Paula Snow plays June, mother to a teenager and social worker to vulnerable young women. Her emotionally charged performance captures the paralysing fear which must have been felt by all mothers at the time and a raw maternal instinct underpins her turbulent relationship with daughter Sharon. Brilliantly played by Chloe Potter, Sharon’s journey from sexually naïve and feisty teenager to politically active university student and feminist is a revelation. It’s a performance worthy of the professional stage.
The character of Helen, a young prostitute supported by June and eventually befriended by Sharon, is a challenge for any actor. Vicky Youster captures her complexity in a subtle and affecting performance which combines vulnerability and shame with defensiveness and anger. The talented cast is completed by Molly Hines as ambitious young police officer Fiona, desperate to make her mark and catch the killer.
The authorities at the time urged women to stay at home. In one of many rage-fuelled exchanges in the play, Sharon argues that the curfew should be imposed on men, not women. Sadly, curbing the freedoms of women in response to male violence is not confined to the 1970s. The ‘Reclaim the Night’ movement started in Leeds in 1977 and continues to speak to an important political imperative to unite and challenge.

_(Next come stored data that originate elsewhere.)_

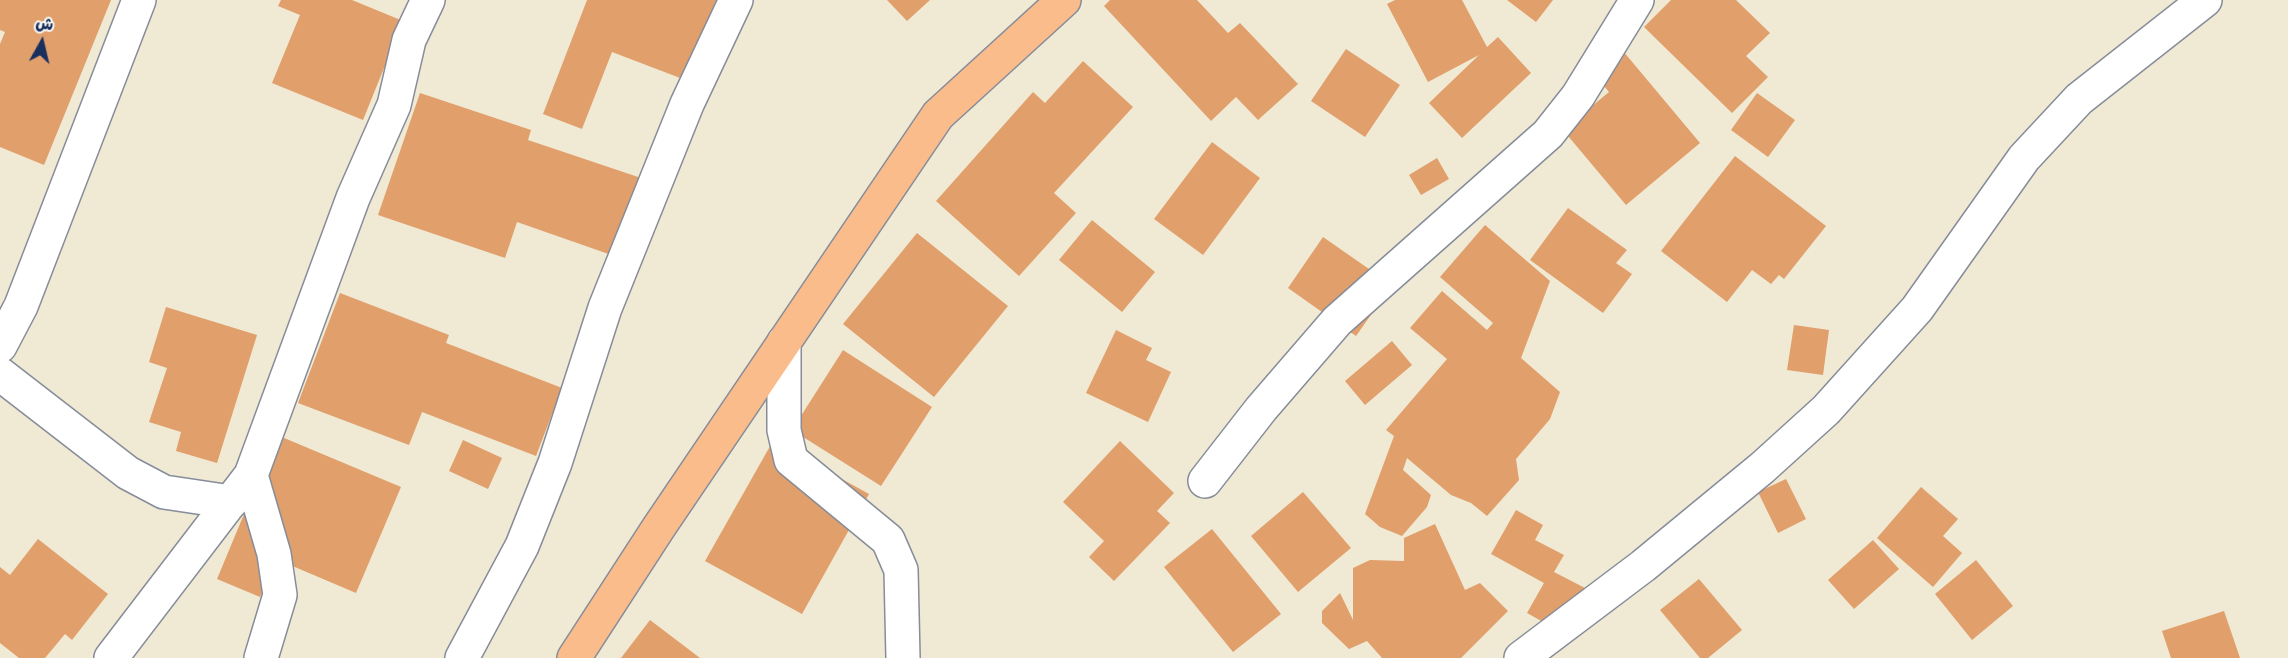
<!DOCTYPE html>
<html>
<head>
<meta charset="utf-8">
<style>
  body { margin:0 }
  #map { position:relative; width:2288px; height:658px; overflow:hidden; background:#f0e9d4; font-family:Pangolin,"Playpen Sans Arabic",sans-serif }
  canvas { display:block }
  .north { position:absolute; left:12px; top:12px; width:60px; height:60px; -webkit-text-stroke:4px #f6f6f2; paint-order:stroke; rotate:8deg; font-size:16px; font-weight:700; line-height:24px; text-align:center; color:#1b2f5e }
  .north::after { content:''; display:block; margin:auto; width:21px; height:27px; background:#1b2f5e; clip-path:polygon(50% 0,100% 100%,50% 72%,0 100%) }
</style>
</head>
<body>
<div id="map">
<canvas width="2288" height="658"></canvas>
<div class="north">ش</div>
</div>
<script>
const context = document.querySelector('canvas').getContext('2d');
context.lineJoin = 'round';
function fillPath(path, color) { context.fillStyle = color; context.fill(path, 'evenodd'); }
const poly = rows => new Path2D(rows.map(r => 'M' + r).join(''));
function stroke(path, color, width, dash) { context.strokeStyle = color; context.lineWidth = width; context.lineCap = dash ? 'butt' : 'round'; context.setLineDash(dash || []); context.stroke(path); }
fillPath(poly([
  [0,0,111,0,44,165,0,147,0,44,5,32,0,30],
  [281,0,352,0,403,21,363,120,272,83,300,15,278,6],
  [587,0,720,0,688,81,612,52,582,129,543,114],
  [887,0,930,0,907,21],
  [1110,0,1197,0,1228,33,1240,23,1298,84,1258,120,1236,97,1211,121,1104,6],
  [1395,0,1462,0,1487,47,1498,37,1531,73,1462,138,1429,103,1479,55,1428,82,1387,4],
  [1507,0,1553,0,1536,22],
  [1671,0,1736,0,1770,33,1746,56,1768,77,1732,113,1644,27],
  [1346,49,1400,85,1365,137,1311,101],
  [1623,51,1700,143,1626,205,1563,130,1609,92,1594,74],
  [1083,61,1133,107,1054,193,1076,213,1019,276,936,201,1033,92,1045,103],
  [420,93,531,130,528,140,647,180,620,258,517,222,505,258,378,215],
  [1757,93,1795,120,1768,157,1731,130],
  [1212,142,1260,178,1203,255,1154,219],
  [1735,156,1826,226,1784,279,1779,275,1771,284,1752,270,1727,302,1661,251],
  [1437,158,1449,179,1421,195,1409,175],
  [1568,208,1627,250,1616,263,1632,274,1603,313,1530,260],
  [1092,220,1155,272,1122,312,1059,260],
  [1485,225,1550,281,1521,358,1560,392,1550,419,1516,459,1519,480,1487,516,1471,503,1451,495,1407,458,1403,470,1431,495,1427,507,1402,536,1380,527,1365,514,1394,436,1386,430,1447,359,1410,328,1442,291,1487,330,1493,323,1440,277],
  [917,233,1008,306,934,397,843,324],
  [1323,237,1392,285,1356,336,1288,288],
  [340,293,449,335,446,343,562,388,536,456,422,412,409,445,298,403],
  [166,307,257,335,217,463,176,451,181,432,149,422,167,368,149,362],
  [1794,325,1829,330,1823,375,1787,370],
  [1116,330,1152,348,1146,360,1171,372,1148,422,1086,393],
  [1392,341,1412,365,1365,405,1345,381],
  [843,350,932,407,881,486,792,430],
  [277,435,401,487,356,593,276,559,260,597,217,579],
  [463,440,502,458,488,489,449,471],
  [773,441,869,494,802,614,705,561],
  [1120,441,1174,493,1157,511,1170,523,1114,581,1089,557,1104,541,1063,502],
  [1786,479,1806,519,1778,533,1758,492],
  [1921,487,1958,519,1943,536,1962,553,1933,587,1877,538],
  [1303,492,1351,548,1298,592,1251,536],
  [1516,510,1543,525,1535,540,1564,555,1554,572,1585,588,1561,632,1527,613,1544,583,1491,554],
  [1435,524,1465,590,1480,583,1508,611,1461,658,1382,658,1367,641,1349,649,1322,623,1322,611,1340,593,1353,620,1353,568,1370,560,1404,561,1404,538],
  [1212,529,1281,614,1233,652,1164,567],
  [38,539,108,594,72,640,65,634,45,658,19,658,0,643,0,567,10,575],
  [1873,540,1899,569,1854,609,1828,580],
  [1976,560,2013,606,1972,640,1935,594],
  [1699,579,1742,630,1708,658,1700,658,1660,610],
  [2224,611,2240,658,2171,658,2162,631],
  [650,620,700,658,621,658]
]), '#e09f6b');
const minor = poly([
  [784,342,784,430,791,460,888,540,901,570,903,658],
  [0,346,21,306,139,0],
  [0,374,128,473,164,492,231,502],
  [251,475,274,554,280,595,261,658],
  [1205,481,1261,409,1337,321,1548,134,1578,96,1637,0],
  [111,658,251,475,353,198,394,105,409,40,428,0],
  [462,658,522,546,555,463,605,308,687,104,736,0],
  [1521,658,1643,566,1762,468,1826,410,1917,309,2024,158,2079,99,2205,0]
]);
const major = poly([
  [574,658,659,527,938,115,1064,0]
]);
stroke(minor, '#868c99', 36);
stroke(major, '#868c99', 36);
stroke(minor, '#fff', 33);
stroke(major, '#fabc8b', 33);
</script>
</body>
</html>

“I think in fifty years’ time, things will be different,” muses one of the characters. “Are they?” asks Director Alex Arksen. “Recent events would suggest otherwise. Some things have changed of course, but some things have not. This play reminds us that we need to keep pushing forward, asking questions and working for change.”
The Crescent Theatre’s brilliant staging of ‘There Are No Beginnings’ does just that: asks important questions and makes an important contribution to working for change. And if it sounds too heavy and serious, think again: darkly comic moments puncture the action perfectly. Book a ticket. You won’t be disappointed.
‘There Are No Beginnings’ runs at The Crescent Theatre in Birmingham from 22nd to 29th October 2022.